What's the time complexity of array.splice() in Google Chrome? - javascript

If I remove one element from an array using splice() like so:
arr.splice(i, 1);
Will this be O(n) in the worst case because it shifts all the elements after i? Or is it constant time, with some linked list magic underneath?

Worst case should be O(n) (copying all n-1 elements to new array).
A linked list would be O(1) for a single deletion.
For those interested I've made this lazily-crafted benchmark. (Please don't run on Windows XP/Vista). As you can see from this though, it looks fairly constant (i.e. O(1)), so who knows what they're doing behind the scenes to make this crazy-fast. Note that regardless, the actual splice is VERY fast.
Rerunning an extended benchmark directly in the V8 shell that suggest O(n). Note though that you need huge array sizes to get a runtime that's likely to affect your code. This should be expected as if you look at the V8 code it uses memmove to create the new array.

The Test:
I took the advice in the comments and wrote a simple test to time splicing a data-set array of size 3,000, each one containing 3,000 items in it. The test would simply splice the
first item in the first array
second item in the second array
third item in the third array
...
3000th item in the 3000th array
I pre-built the array to keep things simple.
The Findings:
The weirdest thing is that the number of times where the process of the splice even takes longer than 1ms grows linearly as you increase the size of the dataset.
I went as far as testing it for a dataset of 300,000 on my machine (but the SO snippet tends to crash after 3,000).
I also noticed that the number of splice()s that took longer than 1ms for a given dataset (30,000 in my case) was random. So I ran the test 1,000 times and plotted the number of results, and it looked like a standard distribution; leading me to believe that the randomness was just caused by the scheduler interrupts.
This goes against my hypothesis and #Ivan's guess that splice()ing from the beginning of an array will have a O(n) time complexity
Below is my test:
let data = []
const results = []
const dataSet = 3000
function spliceIt(i) {
data[i].splice(i, 1)
}
function test() {
for (let i=0; i < dataSet; i++) {
let start = Date.now()
spliceIt(i);
let end = Date.now()
results.push(end - start)
}
}
function setup() {
data = (new Array(dataSet)).fill().map(arr => new Array(dataSet).fill().map(el => 0))
}
setup()
test()
// console.log("data before test", data)
// console.log("data after test", data)
// console.log("all results: ", results)
console.log("results that took more than 1ms: ", results.filter(r => r >= 1))

¡Hi!
I did an experiment myself and would like to share my findings.

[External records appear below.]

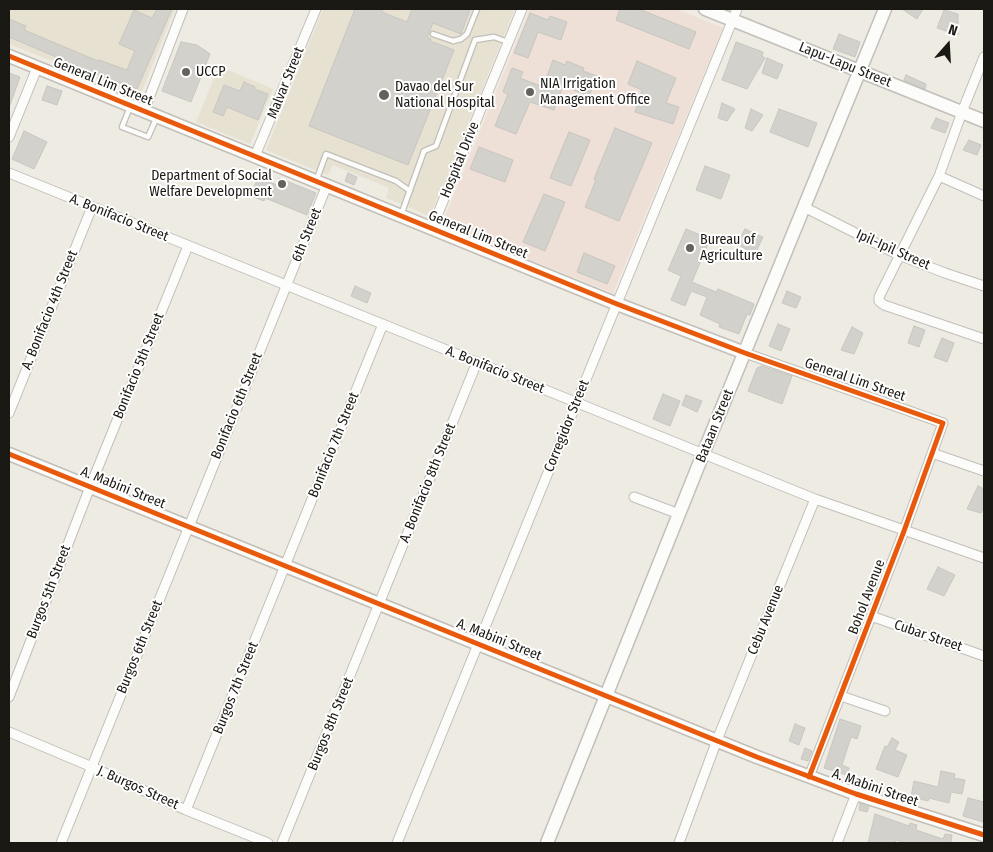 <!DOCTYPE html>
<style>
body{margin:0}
#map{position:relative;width:993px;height:852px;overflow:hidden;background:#eeebe3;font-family:"Fira Sans Condensed",sans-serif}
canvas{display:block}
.frame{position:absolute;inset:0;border:10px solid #1a1813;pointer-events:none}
.north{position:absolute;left:923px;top:20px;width:50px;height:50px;-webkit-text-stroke:4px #fff;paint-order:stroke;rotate:19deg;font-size:14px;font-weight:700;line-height:20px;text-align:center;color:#1a1813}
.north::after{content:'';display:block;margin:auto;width:18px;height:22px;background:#1a1813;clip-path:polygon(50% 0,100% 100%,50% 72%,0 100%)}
</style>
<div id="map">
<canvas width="993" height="852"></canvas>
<div class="frame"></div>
<div class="north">N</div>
</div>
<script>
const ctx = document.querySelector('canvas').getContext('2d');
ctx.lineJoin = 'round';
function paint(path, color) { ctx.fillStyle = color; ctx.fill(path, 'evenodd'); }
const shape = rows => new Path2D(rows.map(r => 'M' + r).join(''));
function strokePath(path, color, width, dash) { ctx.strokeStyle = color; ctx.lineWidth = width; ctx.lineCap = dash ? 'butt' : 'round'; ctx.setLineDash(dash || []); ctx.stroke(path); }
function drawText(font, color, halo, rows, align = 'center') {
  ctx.font = font + ' "Fira Sans Condensed",sans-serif'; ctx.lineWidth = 4; ctx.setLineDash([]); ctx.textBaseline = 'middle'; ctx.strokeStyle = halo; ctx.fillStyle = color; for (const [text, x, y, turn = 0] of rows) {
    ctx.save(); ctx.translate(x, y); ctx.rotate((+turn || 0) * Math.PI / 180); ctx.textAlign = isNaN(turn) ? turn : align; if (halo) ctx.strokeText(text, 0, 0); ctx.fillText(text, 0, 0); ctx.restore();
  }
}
paint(shape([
 [530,9,676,9,723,28,613,293,442,224]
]), '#eedfd7');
paint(shape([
 [9,9,175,9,140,96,9,44],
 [323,9,515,9,430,216,386,198,389,188,333,165,328,175,266,150],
 [219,66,273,89,250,144,196,122]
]), '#e7e1d1');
const building = shape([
 [157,9,172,9,137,89,94,73,9,37,9,19,26,26,24,30,98,61,99,60,127,70,135,51,119,44,134,10,152,18,157,9],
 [355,9,383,9,382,12,407,22,412,9,470,9,461,34,433,23,427,37,431,39,430,41,454,50,408,165,309,126,355,9],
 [620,9,639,9,696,32,689,49,616,20,620,9],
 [902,9,923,9,917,19,902,9],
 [944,10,958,14,958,35,937,28,944,10],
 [530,13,548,20,550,16,567,22,561,40,538,32,528,58,514,53,530,13],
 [839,34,860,42,855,57,833,49,839,34],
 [181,42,197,45,210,54,191,102,162,91,181,42],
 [736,42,763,52,762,56,765,58,747,89,722,80,736,42],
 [767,58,783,65,777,79,762,73,767,58],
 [553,60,565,65,567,61,584,68,583,71,597,76,589,96,563,86,554,110,530,102,516,134,495,126,508,94,503,92,512,68,523,72,520,78,543,87,553,60],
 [637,61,676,78,666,103,679,107,673,124,635,112,642,90,628,84,637,61],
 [9,73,20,77,10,105,9,105,9,73],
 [906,75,926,84,925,89,904,80,906,75],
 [244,82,255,87,254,89,268,94,258,120,227,107,223,116,213,112,224,85,240,91,244,82],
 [47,86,62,91,57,105,42,100,47,86],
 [722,103,735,109,727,121,718,118,722,103],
 [751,109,763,115,752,131,745,128,751,109],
 [779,109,817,123,808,147,770,132,779,109],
 [936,118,949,123,945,133,931,128,936,118],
 [615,128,652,143,619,221,585,207,596,180,594,179,615,128],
 [24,131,47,142,34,169,12,159,24,131],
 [569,132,590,140,571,186,550,178,569,132],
 [969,140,981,145,977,155,963,150,969,140],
 [479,147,513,160,505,182,470,169,479,147],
 [705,166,730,175,721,199,696,190,705,166],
 [348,173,357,177,354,185,345,181,348,173],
 [258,177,277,185,279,178,316,193,307,215,265,198,264,201,251,196,258,177],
 [544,194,565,202,545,251,523,242,544,194],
 [686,229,710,239,692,282,716,292,718,289,754,304,750,315,747,314,739,334,719,327,720,324,700,315,707,297,691,291,685,306,671,300,681,276,668,270,686,229],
 [745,229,763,237,755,254,737,244,745,229],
 [584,253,615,266,607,284,577,272,584,253],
 [355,286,371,293,367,303,351,296,355,286],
 [787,291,801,297,796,308,782,303,787,291],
 [778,324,790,329,781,351,769,346,778,324],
 [914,326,925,330,919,347,908,343,914,326],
 [852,327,863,333,854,354,841,350,852,327],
 [942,338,954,343,947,362,934,357,942,338],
 [762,366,792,376,782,404,748,391,757,368,762,366],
 [663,394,680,401,670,426,653,419,663,394],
 [686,395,702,401,697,412,682,405,686,395],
 [978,486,984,489,984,505,981,513,967,509,978,486],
 [938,567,955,575,944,596,927,589,938,567],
 [840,719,861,726,857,739,851,737,842,765,849,768,847,775,824,768,840,719],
 [795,724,805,728,799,745,789,741,795,724],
 [892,738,899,742,895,750,907,755,898,777,876,769,885,746,887,747,892,738],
 [805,748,812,751,808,761,801,759,805,748],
 [941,771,955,774,954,778,965,780,962,794,951,792,949,803,929,798,928,801,911,797,914,781,938,787,941,771],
 [968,798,984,802,984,822,963,816,968,798],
 [860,804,869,807,867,812,859,810,860,804],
 [875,814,909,826,910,823,917,825,916,830,943,839,945,834,952,835,951,843,905,843,896,840,895,843,868,843,875,814]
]);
paint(building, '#d3d1cb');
strokePath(building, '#c8c6bf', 1);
const lane = shape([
 [433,34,453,41,461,39,467,34,477,9],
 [475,40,494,37,508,42],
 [130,107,122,127,148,137,156,119],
 [316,181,326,154,396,181,410,191],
 [401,215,424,151,436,146,475,40]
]);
const street = shape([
 [984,57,962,112,939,176,879,297,879,301,884,305,984,339],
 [144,111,183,9],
 [9,137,37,68],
 [255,156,316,9],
 [9,173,815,499,984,558],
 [939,176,984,196],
 [804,207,899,255,945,273,984,286],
 [432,228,522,9],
 [745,353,943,423,904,531,809,777],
 [9,413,92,207],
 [932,453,984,471],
 [634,497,679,514],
 [871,616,984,656],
 [841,696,885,711],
 [9,697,90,487,188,246],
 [9,732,92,767,186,810,268,843],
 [186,810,383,324],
 [61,843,327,185],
 [282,843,477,362],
 [397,843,737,9],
 [679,843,717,740,815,499],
 [837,843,856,794]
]);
const secondary = shape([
 [705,9,984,121],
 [9,56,617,304,745,353],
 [9,454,757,757,856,794,984,835],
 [547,843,703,454,885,9]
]);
strokePath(lane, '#c2bfb9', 7);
strokePath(street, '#c2bfb9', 11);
strokePath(secondary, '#c2bfb9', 15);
strokePath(lane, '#fcfcfb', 4.5);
strokePath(street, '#fcfcfb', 9);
strokePath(secondary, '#fcfcfb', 12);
strokePath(shape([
 [9,56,617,304,745,353,943,423,904,531,809,777],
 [9,454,757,757,856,794,984,835]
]), '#e8590c', 5);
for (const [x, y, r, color] of [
 [186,72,5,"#64625c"],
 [530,92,5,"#64625c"],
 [384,95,6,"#64625c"],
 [282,184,5,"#64625c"],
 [690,248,5,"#64625c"]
]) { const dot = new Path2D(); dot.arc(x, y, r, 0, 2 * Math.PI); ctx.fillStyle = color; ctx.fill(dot); strokePath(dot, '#fff', 2); }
drawText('14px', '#1a1813', '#fff', [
 ["Lapu-Lapu Street",845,65,22],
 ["General Lim Street",103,82,22],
 ["Malvar Street",286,83,-68],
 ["Hospital Drive",460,160,-68],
 ["A. Bonifacio Street",119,218,22],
 ["6th Street",307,235,-68],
 ["General Lim Street",478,235,22],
 ["Ipil-Ipil Street",893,250,24],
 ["A. Bonifacio 4th Street",50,310,-68],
 ["Bonifacio 5th Street",139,366,-68],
 ["A. Bonifacio Street",495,370,22],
 ["General Lim Street",855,380,19],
 ["Bonifacio 6th Street",237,406,-68],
 ["Corregidor Street",567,426,-68],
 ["Bataan Street",715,426,-68],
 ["Bonifacio 7th Street",334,445,-68],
 ["A. Bonifacio 8th Street",428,483,-68],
 ["A. Mabini Street",123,488,22],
 ["Burgos 5th Street",49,592,-69],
 ["Bohol Avenue",867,597,-69],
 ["Cebu Avenue",766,620,-68],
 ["Cubar Street",928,636,19],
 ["A. Mabini Street",499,640,22],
 ["Burgos 6th Street",140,647,-68],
 ["Burgos 7th Street",236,688,-68],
 ["Burgos 8th Street",331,724,-68],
 ["J. Burgos Street",138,788,24],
 ["A. Mabini Street",875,788,19]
]);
drawText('14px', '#1a1813', '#fff', [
 ["UCCP",196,72],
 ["NIA Irrigation",540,84],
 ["Management Office",540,100],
 ["Davao del Sur",395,87],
 ["National Hospital",395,103],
 ["Department of Social",272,176,"right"],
 ["Welfare Development",272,192,"right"],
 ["Bureau of",700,240],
 ["Agriculture",700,256]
], 'left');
</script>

The experiment was very simple, we ran 100 splice operations on an array of size n, and calculate the average time each splice function took. Then we varied the size of n, to check how it behave.
This graph summarizes our findings for big numbers:
For big numbers it seems to behave linearly.
We also checked with "small" numbers (they were still quite big but not as big):
On this case it seems to be constant.
If I would have to decide for one option I would say it is O(n), because that is how it behaves for big numbers. Bear in mind though, that the linear behaviour only shows for VERY big numbers.
However, It is hard to go for a definitive answer because the array implementation in javascript dependes A LOT on how the array is declared and manipulated.
I recommend this stackoverflow discussion and this quora discussion to understand how arrays work.
I run it in node v10.15.3 and the code used is the following:
const f = async () => {
const n = 80000000;
const tries = 100;
const array = [];
for (let i = 0; i < n; i++) { // build initial array
array.push(i);
}
let sum = 0;
for (let i = 0; i < tries; i++) {
const index = Math.floor(Math.random() * (n));
const start = new Date();
array.splice(index, 1); // UNCOMMENT FOR OPTION A
// array.splice(index, 0, -1); // UNCOMMENT FOR OPTION B
const time = new Date().getTime() - start.getTime();
sum += time;
array.push(-2); // UNCOMMENT FOR OPTION A, to keep it of size n
// array.pop(); // UNCOMMENT FOR OPTION B, to keep it of size n
}
console.log('for an array of size', n, 'the average time of', tries, 'splices was:', sum / tries);
};
f();
Note that the code has an Option B, we did the same experiment for the three argument splice function to insert an element. It worked similary.

Related

Create array with length n, initialize all values with 0 besides one which index matches a certain condition, in O(1)?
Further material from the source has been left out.